Jun 28 Sun - Why should I love God above everything?


 

Jun 28 Sun

Why should I love God above everything?

Jesus teaches us that God must be the principal object of our love. We must love creatures in a secondary, subordinate way. “He who loves father or mother more than me is not worthy of me...”

All other earthly loves are enriched, purified, and encouraged to grow when we love God. Our heart expands, and our capacity for loving increases.

To love God the way He wants us to love him, we have to die to those disordered tendencies which incline and induce us to sin. We must die to that egocentricity which leads man to seek himself in everything he does. 

Yet God wants us to preserve all that is healthy and upright and truly human in our nature, all that is good and humanly characteristic in each unique individual. Nothing genuinely human, of the positive, of the perfectible, will be lost. The more a man dies to his selfish ego, the more truly human he becomes, and so much the better is he prepared for supernatural life.

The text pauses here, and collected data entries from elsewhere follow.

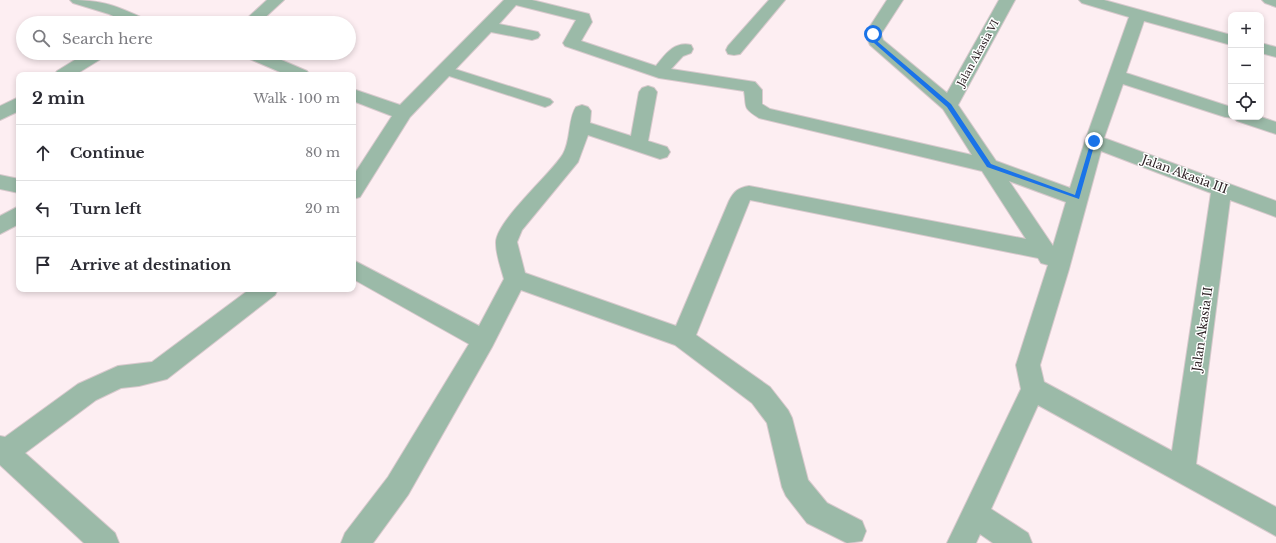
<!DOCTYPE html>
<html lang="en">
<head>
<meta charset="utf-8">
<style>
  :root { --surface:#fff; --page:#f2f2f3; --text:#2b2b33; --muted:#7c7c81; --line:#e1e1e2 }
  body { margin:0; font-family:"Libre Baskerville",serif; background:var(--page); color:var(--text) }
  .controls { position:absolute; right:12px; top:12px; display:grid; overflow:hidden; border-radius:8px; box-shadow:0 2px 6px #0003 }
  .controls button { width:36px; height:36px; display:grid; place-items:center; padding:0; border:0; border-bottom:1px solid var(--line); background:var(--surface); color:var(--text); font:20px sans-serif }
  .stop { position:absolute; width:12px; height:12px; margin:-9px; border:3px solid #1a73e8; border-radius:50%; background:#fff }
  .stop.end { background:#1a73e8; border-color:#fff; box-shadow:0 1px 4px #0008 }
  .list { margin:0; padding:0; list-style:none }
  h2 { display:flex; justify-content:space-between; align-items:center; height:52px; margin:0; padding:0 16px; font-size:17px }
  h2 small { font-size:13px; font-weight:400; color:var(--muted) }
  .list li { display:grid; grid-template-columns:26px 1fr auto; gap:12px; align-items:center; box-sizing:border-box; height:56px; padding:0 16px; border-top:1px solid var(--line) }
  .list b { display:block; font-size:15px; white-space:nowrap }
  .list em { font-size:13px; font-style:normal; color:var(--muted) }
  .icon { flex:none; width:22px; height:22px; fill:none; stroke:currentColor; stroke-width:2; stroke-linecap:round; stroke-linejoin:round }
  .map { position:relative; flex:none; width:1276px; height:543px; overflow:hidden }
  .search { position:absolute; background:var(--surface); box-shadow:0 2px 6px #0003; left:16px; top:16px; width:340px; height:44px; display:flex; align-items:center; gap:10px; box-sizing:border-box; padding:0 14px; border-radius:22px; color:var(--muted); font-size:15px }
  .panel { position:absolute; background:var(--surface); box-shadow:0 2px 6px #0003; left:16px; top:72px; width:340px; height:220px; border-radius:8px }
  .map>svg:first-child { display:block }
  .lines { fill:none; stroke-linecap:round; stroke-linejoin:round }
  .service-casing { stroke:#d8c9cd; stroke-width:2 }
  .minor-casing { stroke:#d8c9cd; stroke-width:2 }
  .service { fill:#9bbaa8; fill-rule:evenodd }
  .minor { fill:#9bbaa8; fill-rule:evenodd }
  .route { fill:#1a73e8 }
  .labels { text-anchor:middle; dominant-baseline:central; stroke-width:3; stroke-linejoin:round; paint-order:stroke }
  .far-street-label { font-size:10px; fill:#2d2124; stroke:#fff }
  .street-label { font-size:12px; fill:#2d2124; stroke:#fff }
</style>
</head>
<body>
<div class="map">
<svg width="1276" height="543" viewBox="0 0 1276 543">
  <rect width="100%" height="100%" fill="#fdeef2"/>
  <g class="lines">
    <defs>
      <polygon id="service" points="445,66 550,99 553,102 550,105 545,107 440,73 438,70 440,67"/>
      <g id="minor">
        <path d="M 70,0 C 103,0 117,6 147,20 L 149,23 L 128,23 L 109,14 L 73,3 Z"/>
        <polygon points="267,0 284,0 259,23 242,23"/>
        <path d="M 504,0 L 532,0 L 589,14 L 592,22 L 581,41 L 656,66 C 665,55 674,41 691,45 L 693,49 L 691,53 L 683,56 L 671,69 L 755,82 L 762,90 L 762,104 L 770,109 L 972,155 L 943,109 L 870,45 L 865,34 L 887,0 L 903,0 L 881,34 L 883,40 L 947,93 L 999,0 L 1015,0 L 958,105 L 996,161 L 1070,188 L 1085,141 L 1129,17 L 1082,3 L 1079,0 L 1104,0 L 1231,35 L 1231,45 L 1144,21 L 1126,73 L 1231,107 L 1231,117 L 1261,117 L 1276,122 L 1276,134 L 1237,121 L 1234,118 L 1225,117 L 1123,84 L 1104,138 L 1276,201 L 1276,217 L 1230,200 L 1196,464 L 1276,507 L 1276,536 L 1038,405 L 991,509 L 1028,533 L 1032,543 L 993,543 L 980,534 L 976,543 L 947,543 L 1021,389 L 1016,365 L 1048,265 L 1041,263 L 1038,258 L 750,200 L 696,335 L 770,387 L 788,410 L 792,418 L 808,480 L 827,503 L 862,521 L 866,531 L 862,541 L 847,543 L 807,523 L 786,496 L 782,487 L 767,423 L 752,403 L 675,345 L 521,290 L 492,347 L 408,495 L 373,543 L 341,543 L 345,533 L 388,477 L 469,344 L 353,279 L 353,260 L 479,326 L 504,279 C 501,268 496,255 496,243 C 495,222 551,174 563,154 C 571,140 568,119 576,107 L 582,105 L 588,107 L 591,111 L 590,123 L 631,136 L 639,92 L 642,88 L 648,86 L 654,88 L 657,92 L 648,141 L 667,147 L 670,152 L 667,157 L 660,159 L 588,135 L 578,162 L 522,230 L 517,242 L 525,273 L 676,326 L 729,201 C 734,191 738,188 749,186 L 1026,239 L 982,171 L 759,118 C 742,107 747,108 744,91 L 659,78 L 565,46 L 563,43 L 576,20 L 516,5 L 499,24 L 538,32 L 540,35 L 538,38 L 532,40 L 491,32 L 410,117 L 360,197 L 353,199 L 353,176 L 392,116 L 353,101 L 353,89 L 400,105 ZM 1101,151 L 1211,193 L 1172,451 L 1044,382 L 1040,365 L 1069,269 ZM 1009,181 L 1066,202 L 1053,246 Z"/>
        <polygon points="769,0 785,0 740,54 734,55 728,54 726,50 728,46"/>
        <polygon points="1262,0 1276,0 1276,7 1265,3"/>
        <polygon points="1261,43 1276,47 1276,57 1261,53"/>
        <polygon points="86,53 106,53 104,57 75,75 54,75 57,71"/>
        <polygon points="243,53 265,53 307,71 310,75 287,75 245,57"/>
        <polygon points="19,97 19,111 0,120 0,106"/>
        <polygon points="0,175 19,179 19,193 0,189"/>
        <polygon points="19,206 19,224 0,234 0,216"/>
        <polygon points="250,289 278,289 275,295 167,379 139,386 121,388 96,400 25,453 115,533 119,543 84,543 0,465 0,436 5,437 78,384 118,366 152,362"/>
      </g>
    </defs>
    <use href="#service" class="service-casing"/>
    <use href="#minor" class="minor-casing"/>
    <use href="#service" class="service"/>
    <use href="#minor" class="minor"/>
  </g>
  <polygon class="route" points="872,33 875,33 878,42 951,104 991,164 1075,195 1091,141 1096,139 1079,199 987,167 947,107 874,43"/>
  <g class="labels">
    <g class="far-street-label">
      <text transform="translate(978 53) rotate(-61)">Jalan Akasia VI</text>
    </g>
    <g class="street-label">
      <text transform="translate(1185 174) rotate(20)">Jalan Akasia III</text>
      <text transform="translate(1202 329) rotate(-82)">Jalan Akasia II</text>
    </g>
  </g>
</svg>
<div class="controls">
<button>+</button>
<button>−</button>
<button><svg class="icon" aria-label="locate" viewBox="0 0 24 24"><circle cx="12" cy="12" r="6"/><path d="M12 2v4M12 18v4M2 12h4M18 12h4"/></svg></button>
</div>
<div class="stop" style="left:873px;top:34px"></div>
<div class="stop end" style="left:1094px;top:141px"></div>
<div class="search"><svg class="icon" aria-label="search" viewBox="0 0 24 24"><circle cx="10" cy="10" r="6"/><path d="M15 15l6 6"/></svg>Search here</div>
<section class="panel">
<h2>2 min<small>Walk · 100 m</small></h2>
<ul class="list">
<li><svg class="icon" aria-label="ahead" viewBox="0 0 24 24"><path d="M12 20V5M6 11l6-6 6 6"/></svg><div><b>Continue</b></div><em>80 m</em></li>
<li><svg class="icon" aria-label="left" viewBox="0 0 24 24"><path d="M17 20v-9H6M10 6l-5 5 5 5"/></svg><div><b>Turn left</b></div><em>20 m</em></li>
<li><svg class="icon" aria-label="arrive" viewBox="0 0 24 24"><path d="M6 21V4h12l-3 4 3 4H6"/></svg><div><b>Arrive at destination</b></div></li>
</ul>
</section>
</div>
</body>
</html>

The Christian who struggles to deny himself finds he is living a new life, the life of Jesus. Grace fills us with the same desires as Christ: our one objective becomes that of fulfilling the will of the Father. That, then, is the real expression of love and its clearest manifestation.

Love of God is nourished in prayer and in the reception of the sacraments, in the constant struggle against our defects, in the unceasing effort to maintain a living presence of God throughout the whole of our working day, in our relations with others, in our times of rest... The Eucharist above all must be the spring at which our love of God is perpetually refreshed and strengthened. In a way, to love thus is already to possess Heaven on earth.

Our love of God is merely a response to His love. He loved us first. That is why we ask him, Lord, give me the love with which you want me to love you.

We correspond with the love of God when we love others; when we see in them the dignity proper to the human person, made as it has been in the image and likeness of God, created with an immortal soul and called to give glory to God for all eternity. 

Love is to approach that wounded man we come across on our journey each day; it is to bind up his wounds, restore him to health, and take care of him in all things. We must exert ourselves on his behalf, making a serious effort to bring him to God. Separation from God is always the greatest of evils, and those thus separated from him need our help and our urgent attention. Apostolate is a wonderful sign of our love for God, and is the way to love him more.

Our whole life has to become this constant seeking after Jesus, in good times and in those that seem bad, in our work and in our leisure, in the street and in the bosom of the family. This quest is the only one that can give meaning to our lives.